— ASSIGNMENT —
Number of lines with "Grocery" in the listing: report it, and nothing else.

— DATA FOR REVIEW —
-- -- --
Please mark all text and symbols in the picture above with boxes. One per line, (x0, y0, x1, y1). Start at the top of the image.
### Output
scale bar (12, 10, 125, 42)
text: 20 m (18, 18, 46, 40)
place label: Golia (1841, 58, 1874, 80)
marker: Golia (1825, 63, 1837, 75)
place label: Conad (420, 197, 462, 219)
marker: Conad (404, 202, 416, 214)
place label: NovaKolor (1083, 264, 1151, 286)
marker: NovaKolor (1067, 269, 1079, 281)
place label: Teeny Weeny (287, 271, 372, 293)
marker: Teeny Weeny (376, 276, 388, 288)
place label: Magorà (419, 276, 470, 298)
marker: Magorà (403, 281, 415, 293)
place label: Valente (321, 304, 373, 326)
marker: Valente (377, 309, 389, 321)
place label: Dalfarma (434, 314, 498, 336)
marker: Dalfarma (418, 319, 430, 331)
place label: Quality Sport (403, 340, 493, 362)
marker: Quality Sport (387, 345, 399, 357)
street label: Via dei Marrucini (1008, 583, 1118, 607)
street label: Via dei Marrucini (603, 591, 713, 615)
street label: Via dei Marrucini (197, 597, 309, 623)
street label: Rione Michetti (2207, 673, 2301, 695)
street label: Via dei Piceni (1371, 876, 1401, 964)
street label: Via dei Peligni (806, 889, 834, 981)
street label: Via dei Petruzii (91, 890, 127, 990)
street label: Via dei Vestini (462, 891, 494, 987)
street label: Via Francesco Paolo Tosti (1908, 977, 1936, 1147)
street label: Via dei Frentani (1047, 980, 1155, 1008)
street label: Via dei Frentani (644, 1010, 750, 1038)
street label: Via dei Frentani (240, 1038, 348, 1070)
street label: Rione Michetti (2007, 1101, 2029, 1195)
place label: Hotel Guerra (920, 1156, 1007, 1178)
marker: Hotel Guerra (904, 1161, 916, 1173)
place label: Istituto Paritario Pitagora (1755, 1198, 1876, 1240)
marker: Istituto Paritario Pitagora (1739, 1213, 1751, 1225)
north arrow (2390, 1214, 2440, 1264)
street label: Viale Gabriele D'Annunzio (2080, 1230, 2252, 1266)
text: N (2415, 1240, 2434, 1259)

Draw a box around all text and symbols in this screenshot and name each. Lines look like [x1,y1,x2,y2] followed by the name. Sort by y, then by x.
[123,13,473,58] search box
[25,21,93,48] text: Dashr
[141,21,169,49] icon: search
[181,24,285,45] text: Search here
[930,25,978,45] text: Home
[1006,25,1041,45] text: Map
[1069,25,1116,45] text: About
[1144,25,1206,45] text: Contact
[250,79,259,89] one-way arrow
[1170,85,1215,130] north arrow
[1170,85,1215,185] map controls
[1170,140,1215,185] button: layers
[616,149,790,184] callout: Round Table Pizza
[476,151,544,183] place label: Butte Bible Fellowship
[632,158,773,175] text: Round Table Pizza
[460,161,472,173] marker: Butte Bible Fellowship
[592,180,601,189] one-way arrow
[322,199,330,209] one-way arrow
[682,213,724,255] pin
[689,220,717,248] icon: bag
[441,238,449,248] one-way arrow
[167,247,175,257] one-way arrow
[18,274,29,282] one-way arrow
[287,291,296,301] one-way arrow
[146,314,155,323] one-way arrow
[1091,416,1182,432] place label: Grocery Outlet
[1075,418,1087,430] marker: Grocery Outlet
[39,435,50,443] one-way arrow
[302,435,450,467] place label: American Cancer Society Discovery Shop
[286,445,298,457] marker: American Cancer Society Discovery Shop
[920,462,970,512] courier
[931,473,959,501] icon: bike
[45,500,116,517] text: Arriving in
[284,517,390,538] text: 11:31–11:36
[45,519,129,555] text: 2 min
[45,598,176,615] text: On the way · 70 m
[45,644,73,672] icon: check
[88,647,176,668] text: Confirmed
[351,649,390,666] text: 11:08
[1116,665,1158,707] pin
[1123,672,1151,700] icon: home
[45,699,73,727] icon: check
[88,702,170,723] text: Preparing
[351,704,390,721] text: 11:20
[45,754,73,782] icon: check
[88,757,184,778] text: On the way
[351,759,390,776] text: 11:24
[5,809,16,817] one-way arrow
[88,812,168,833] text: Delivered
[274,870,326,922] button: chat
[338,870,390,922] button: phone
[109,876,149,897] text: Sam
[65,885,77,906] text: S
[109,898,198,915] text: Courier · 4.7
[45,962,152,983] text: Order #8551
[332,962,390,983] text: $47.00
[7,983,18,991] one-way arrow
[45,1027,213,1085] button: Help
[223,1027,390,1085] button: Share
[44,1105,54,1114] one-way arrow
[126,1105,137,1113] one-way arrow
-- -- --
— RESPONSE TO THE TASK —
2